To comply with the new rules, covered businesses can hire a private carter, self-transport or process their food scraps onsite, as long as the material goes for beneficial use, such as for use as compost or in anaerobic digestion, a way of generating renewable energy. Businesses may also donate food that would otherwise be thrown away to a third-party charity or food bank, sell or donate the food to a farmer for feedstock or sell or donate meat byproducts to a rendering company.
To allow time for education and outreach, the rules takes effect in August 2018 and will be enforced starting February 2019. The department’s outreach staff, along with other relevant agency partners, will work to educate and inform businesses of the new rules. This includes mailers, trainings and in-person visits before the rules are enforced.
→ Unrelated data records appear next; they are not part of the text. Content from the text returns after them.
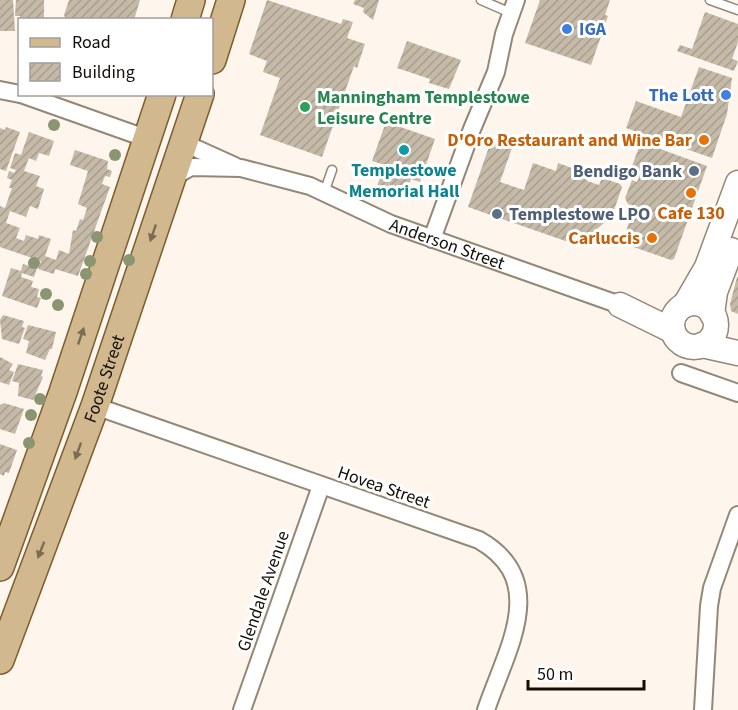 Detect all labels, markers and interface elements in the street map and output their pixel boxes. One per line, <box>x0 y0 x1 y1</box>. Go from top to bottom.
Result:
place label: IGA <box>579 17 607 42</box>
legend <box>18 18 213 96</box>
marker: IGA <box>560 22 574 36</box>
text: Road <box>72 30 111 55</box>
text: Building <box>72 60 135 85</box>
place label: The Lott <box>649 83 714 108</box>
place label: Manningham Templestowe Leisure Centre <box>317 85 530 131</box>
marker: The Lott <box>719 88 733 102</box>
marker: Manningham Templestowe Leisure Centre <box>298 100 312 114</box>
place label: D'Oro Restaurant and Wine Bar <box>447 128 693 153</box>
marker: D'Oro Restaurant and Wine Bar <box>697 133 711 147</box>
marker: Templestowe Memorial Hall <box>397 143 411 157</box>
place label: Templestowe Memorial Hall <box>349 158 459 204</box>
place label: Bendigo Bank <box>573 159 682 184</box>
marker: Bendigo Bank <box>687 164 701 178</box>
marker: Cafe 130 <box>684 186 698 200</box>
place label: Cafe 130 <box>657 201 725 226</box>
place label: Templestowe LPO <box>509 202 650 227</box>
marker: Templestowe LPO <box>490 207 504 221</box>
street label: Anderson Street <box>386 212 508 276</box>
one-way arrow <box>148 224 158 242</box>
place label: Carluccis <box>568 226 640 251</box>
marker: Carluccis <box>645 231 659 245</box>
one-way arrow <box>77 327 87 345</box>
street label: Foote Street <box>78 332 131 426</box>
one-way arrow <box>73 442 83 460</box>
street label: Hovea Street <box>334 460 433 515</box>
street label: Glendale Avenue <box>231 527 296 655</box>
one-way arrow <box>36 541 45 559</box>
scale bar <box>528 653 644 691</box>
text: 50 m <box>537 662 573 687</box>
The new rule is a result of Local Law 146 of 2013, which requires the sanitation commissioner to evaluate whether there is sufficient capacity at regional food waste processing facilities to require additional city food waste-generating businesses to separate it from their refuse for its beneficial use. The department’s most recent assessment found that substantial available capacity exists to handle material from the newly covered establishments.
Food scraps and other organic waste make up more than one-third of all commercial putrescible waste in the city. Some businesses are already putting their food waste to reuse, both voluntarily and via a previously established rule, which covered businesses such as arenas and stadiums with more than 15,000 seats, food manufacturers with 25,000 square feet or more, food wholesalers with 20,000 square feet or more and food service establishments in hotels with 150 or more rooms. Those rules, which included about 300 businesses, became effective in January 2016, and were enforced starting in January 2017.